[Data Boundary: Start]

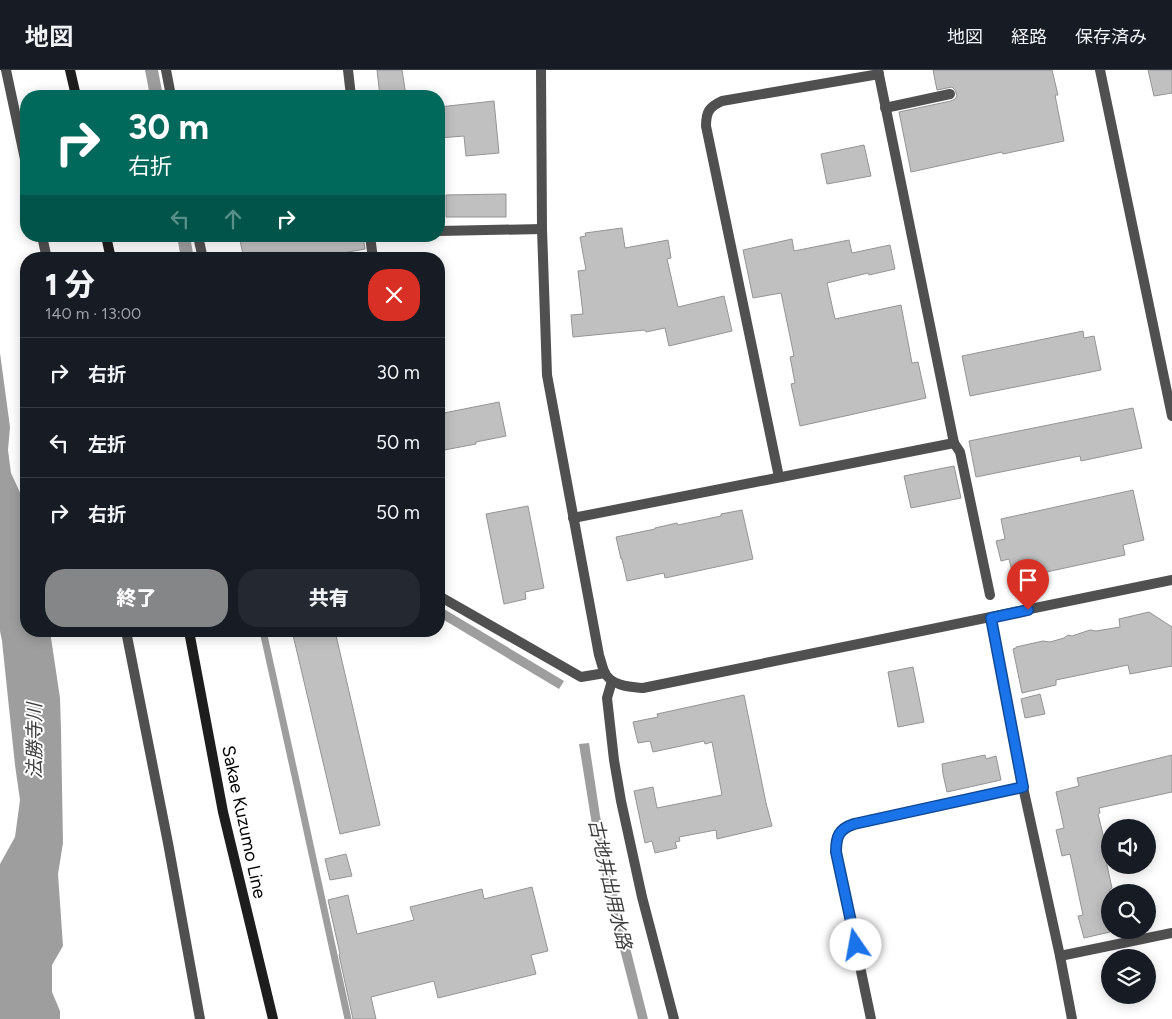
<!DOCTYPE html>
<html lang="ja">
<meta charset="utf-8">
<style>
:root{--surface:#171b24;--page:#242831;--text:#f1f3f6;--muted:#9ea1a6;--line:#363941;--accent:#858687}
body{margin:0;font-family:Figtree,"Noto Sans JP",sans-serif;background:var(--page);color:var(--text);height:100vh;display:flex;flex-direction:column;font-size:19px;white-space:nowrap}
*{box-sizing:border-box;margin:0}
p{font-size:16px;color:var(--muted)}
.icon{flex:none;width:28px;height:28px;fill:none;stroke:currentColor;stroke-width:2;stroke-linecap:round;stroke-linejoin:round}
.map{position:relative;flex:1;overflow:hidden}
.drawer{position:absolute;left:20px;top:182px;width:425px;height:385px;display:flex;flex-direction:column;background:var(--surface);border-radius:20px;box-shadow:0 2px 12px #0003}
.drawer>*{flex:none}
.top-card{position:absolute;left:20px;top:20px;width:425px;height:152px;border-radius:20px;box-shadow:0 2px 12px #0003;background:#00695c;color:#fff;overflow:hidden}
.fabs{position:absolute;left:1101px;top:749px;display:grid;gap:10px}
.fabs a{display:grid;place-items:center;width:55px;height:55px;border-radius:50%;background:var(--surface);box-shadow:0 2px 12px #0003;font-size:25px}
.pin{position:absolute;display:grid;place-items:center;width:42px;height:42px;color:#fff;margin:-51px -21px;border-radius:50% 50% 50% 0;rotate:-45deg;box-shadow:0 0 5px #0007}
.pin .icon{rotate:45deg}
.me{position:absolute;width:55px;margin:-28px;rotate:348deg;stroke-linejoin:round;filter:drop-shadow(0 0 4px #0008)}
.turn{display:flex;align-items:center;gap:18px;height:105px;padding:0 25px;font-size:22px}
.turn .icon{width:65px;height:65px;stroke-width:2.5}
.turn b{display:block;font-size:35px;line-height:42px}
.lanes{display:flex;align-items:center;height:48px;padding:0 25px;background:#0003;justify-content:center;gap:25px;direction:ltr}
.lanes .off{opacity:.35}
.round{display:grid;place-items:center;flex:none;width:52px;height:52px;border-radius:20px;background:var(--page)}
.overview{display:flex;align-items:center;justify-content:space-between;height:85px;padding:0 25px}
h1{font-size:30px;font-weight:800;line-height:38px}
.button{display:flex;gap:10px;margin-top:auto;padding:10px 25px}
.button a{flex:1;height:58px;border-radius:20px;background:var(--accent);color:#fff;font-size:20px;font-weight:800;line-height:58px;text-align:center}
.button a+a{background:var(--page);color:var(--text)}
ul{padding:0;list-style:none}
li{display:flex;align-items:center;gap:15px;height:70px;padding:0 25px;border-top:1px solid var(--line)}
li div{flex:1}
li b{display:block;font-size:19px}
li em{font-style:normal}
header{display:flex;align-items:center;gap:30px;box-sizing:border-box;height:70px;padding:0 25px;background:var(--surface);border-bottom:1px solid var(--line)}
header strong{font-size:24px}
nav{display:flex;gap:28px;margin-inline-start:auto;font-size:18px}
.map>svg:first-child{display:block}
</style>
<header>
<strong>地図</strong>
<nav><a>地図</a><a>経路</a><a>保存済み</a></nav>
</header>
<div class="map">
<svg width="1172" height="949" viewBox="0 0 1172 949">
<rect width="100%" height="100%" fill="#fff"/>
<!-- water -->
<g fill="#9e9e9e">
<path d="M 145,0 L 158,0 L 163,26 L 150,26 Z"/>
<path d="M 177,166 L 190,166 L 194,189 L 181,189 Z"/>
<path d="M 0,283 L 10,357 L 8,380 L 11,403 L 23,429 L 26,444 L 26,561 L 50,561 L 60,628 L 61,660 L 63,773 L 58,804 L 63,876 L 52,895 L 52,922 L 60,941 L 60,949 L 0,949 L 0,794 L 15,767 L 20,730 L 15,695 L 2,571 L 0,561 Z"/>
<path d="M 439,536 L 564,611 L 559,619 L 439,547 Z"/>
<path d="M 589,673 L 600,746 L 620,838 L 648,949 L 638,949 L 610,841 L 593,761 L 579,674 Z"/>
</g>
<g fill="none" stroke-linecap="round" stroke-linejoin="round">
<!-- stream -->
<path stroke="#9e9e9e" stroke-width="7" d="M 263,561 L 297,715 L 348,949"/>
</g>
<!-- building -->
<g fill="#c0c0c0" stroke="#949494">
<path d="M 377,0 L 402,0 L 406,26 L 380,26 Z"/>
<path d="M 933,0 L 1052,0 L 1058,25 L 1055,25 L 1064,71 L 1003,84 L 1002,82 L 911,102 L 899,42 L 951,31 L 955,29 L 957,26 L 955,20 L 952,17 L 937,20 Z"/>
<path d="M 1148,0 L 1172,0 L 1172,23 L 1154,26 Z"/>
<path d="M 494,31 L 499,83 L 466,86 L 464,66 L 439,68 L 439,37 Z"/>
<path d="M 864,75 L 871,106 L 827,114 L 821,84 Z"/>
<path d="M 506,124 L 506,147 L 446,147 L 446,125 Z"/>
<path d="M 622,158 L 625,178 L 668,170 L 671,188 L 667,189 L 678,237 L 724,226 L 732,261 L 669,276 L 665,258 L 646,262 L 645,260 L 573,267 L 571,245 L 583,244 L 578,201 L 586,200 L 580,167 L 586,166 L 585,163 Z"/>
<path d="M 239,166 L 363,166 L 365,179 L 309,189 L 244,189 Z"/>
<path d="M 792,169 L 794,181 L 849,170 L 852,183 L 890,175 L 895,199 L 869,205 L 868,203 L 827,213 L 835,249 L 901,235 L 912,293 L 918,292 L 926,328 L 800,356 L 791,314 L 795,313 L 790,287 L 794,286 L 781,223 L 753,228 L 743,180 Z"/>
<path d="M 1083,261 L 1084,268 L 1094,266 L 1101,300 L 970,326 L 962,286 Z"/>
<path d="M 499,332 L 506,366 L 476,372 L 476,374 L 439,381 L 439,344 Z"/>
<path d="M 1133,338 L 1142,378 L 1081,391 L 1080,386 L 976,407 L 969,371 Z"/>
<path d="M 954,396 L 961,428 L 911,438 L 904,406 Z"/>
<path d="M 1133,420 L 1144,470 L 1123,475 L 1125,485 L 1014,509 L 1009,489 L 1001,491 L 996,471 L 1005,469 L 1001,449 Z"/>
<path d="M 528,436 L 544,518 L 525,522 L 526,529 L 504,534 L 486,444 Z"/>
<path d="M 742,440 L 753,489 L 665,508 L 664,503 L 627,511 L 622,489 L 621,489 L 616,467 L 655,459 L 655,458 L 677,453 L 678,455 L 721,446 L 721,444 Z"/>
<path d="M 1149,542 L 1172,557 L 1172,596 L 1130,604 L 1128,595 L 1056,610 L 1056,615 L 1022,623 L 1013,579 L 1016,578 L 1016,577 L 1043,571 L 1050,572 L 1064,568 L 1068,565 L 1072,566 L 1090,560 L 1096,561 L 1120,557 L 1119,549 Z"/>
<path d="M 312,561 L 335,561 L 380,755 L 340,764 L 293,565 Z"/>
<path d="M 913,597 L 924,652 L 898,657 L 888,602 Z"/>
<path d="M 1040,624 L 1045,644 L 1025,648 L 1021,629 Z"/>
<path d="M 744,625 L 766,733 L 772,756 L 717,769 L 716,760 L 679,767 L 680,771 L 675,772 L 677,778 L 655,783 L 652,771 L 645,773 L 634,721 L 653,717 L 657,738 L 722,725 L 712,672 L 705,674 L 704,671 L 653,682 L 650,671 L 638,673 L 633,652 L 658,647 L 657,644 Z"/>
<path d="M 985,685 L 986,689 L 996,686 L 1001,710 L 947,722 L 943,704 L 942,694 Z"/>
<path d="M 1172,685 L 1172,722 L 1099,738 L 1100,743 L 1098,744 L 1106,777 L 1103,777 L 1112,818 L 1110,819 L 1110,862 L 1084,868 L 1078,846 L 1083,845 L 1070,784 L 1062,786 L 1056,760 L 1064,758 L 1056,722 L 1079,716 L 1077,708 Z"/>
<path d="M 346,784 L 352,806 L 330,810 L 325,789 Z"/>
<path d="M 532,817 L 548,881 L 531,885 L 536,904 L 438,928 L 434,911 L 371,927 L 376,949 L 353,949 L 339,885 L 340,884 L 328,830 L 348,825 L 357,864 L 414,850 L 410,837 L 482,819 L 484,829 Z"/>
</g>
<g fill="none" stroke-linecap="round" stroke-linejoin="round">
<!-- service -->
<g stroke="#505050" stroke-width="10">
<path d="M 6,0 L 26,94"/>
<path d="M 885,38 L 950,24"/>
<path d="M 42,166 L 47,189"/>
<path d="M 126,561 L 168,773 L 200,949"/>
</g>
<!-- minor -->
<g stroke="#505050" stroke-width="10">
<path d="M 166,0 L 171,26"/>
<path d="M 348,0 L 351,26"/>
<path d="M 439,161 L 542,159"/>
<path d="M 198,166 L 203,189"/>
<path d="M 370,166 L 373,189"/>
<path d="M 954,373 L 960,382 L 990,525"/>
<path d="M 779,407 L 706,56 C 706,42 709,37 722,31 L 879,4"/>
<path d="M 573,448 L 954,373 L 878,0"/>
<path d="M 439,526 L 581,607 L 605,603"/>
<path d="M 991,548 L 1023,717 L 1060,886 L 1072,949"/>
<path d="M 612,611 L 607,628 L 614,690 L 621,731 L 642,827 L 674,949"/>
<path d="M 1060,886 L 1172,863"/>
<path d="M 871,949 L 836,782 C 836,766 839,760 854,754 L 1023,717"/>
</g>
<!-- tertiary -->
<g stroke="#505050" stroke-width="10">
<path d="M 541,0 L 542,159 L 547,305 L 599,585 C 601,591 602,596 604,601 C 610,616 630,617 643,618 L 1172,510"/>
<path d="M 1100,0 L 1172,346"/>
</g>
<!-- secondary -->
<g stroke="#1d1d1d" stroke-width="10">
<path d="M 70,0 L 76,26"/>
<path d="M 106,166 L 111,189"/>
<path d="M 189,561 L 223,742 L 273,949"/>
</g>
</g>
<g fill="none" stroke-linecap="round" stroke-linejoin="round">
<!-- route casing -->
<g stroke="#114b97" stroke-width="12">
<path id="route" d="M 856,875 L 836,782 C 836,766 839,759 854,754 L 1023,717 L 991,548 L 1028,540"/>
</g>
<!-- route -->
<use href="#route" stroke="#1a73e8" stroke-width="9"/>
</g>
<g text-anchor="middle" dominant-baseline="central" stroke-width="4" stroke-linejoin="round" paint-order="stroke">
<!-- street labels -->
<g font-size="18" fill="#000" stroke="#fff">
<text transform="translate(244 752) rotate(78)">Sakae Kuzumo Line</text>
</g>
<!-- water labels -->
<g font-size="19" font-style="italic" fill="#3f3f3f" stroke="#fff">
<text transform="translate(34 671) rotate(-90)">法勝寺川</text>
<text transform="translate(610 814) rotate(77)">古地井出用水路</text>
</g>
</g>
</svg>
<div class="fabs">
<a><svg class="icon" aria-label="sound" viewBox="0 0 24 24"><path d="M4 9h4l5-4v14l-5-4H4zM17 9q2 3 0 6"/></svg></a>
<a><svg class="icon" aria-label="search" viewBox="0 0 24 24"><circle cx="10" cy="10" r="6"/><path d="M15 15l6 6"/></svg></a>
<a><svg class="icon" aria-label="layers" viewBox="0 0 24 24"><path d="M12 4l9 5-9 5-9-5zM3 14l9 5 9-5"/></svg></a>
</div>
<div class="pin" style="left:1028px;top:540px;background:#d93025"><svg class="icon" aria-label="arrive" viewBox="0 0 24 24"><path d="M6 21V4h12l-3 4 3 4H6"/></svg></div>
<svg class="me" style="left:856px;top:875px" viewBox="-20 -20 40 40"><circle r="19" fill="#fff"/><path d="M0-13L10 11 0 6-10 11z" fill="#1a73e8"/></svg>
<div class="top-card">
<div class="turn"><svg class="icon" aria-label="right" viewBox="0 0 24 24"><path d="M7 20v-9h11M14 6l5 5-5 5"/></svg><div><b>30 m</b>右折</div></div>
<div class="lanes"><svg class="icon off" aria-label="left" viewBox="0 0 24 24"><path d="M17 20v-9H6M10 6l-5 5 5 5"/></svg><svg class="icon off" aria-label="ahead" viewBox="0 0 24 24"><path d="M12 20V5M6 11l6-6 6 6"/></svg><svg class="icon" aria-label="right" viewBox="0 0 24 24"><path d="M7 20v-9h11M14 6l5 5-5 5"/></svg></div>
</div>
<section class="drawer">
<div class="overview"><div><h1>1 分</h1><p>140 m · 13:00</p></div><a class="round" style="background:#d93025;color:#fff"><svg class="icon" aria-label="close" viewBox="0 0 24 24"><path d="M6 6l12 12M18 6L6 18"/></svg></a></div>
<ul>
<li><svg class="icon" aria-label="right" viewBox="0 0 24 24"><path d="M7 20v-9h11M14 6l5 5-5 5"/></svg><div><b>右折</b></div><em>30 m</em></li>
<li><svg class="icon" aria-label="left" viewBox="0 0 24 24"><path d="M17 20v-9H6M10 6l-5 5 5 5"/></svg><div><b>左折</b></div><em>50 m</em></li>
<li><svg class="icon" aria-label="right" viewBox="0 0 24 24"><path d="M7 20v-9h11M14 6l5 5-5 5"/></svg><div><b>右折</b></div><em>50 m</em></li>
</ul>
<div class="button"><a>終了</a><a>共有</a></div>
</section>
</div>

[Data Boundary: End]

### Aim of the task
Work out how many lines above contain "overflow", then write only that number.

### Answer for this exercise
2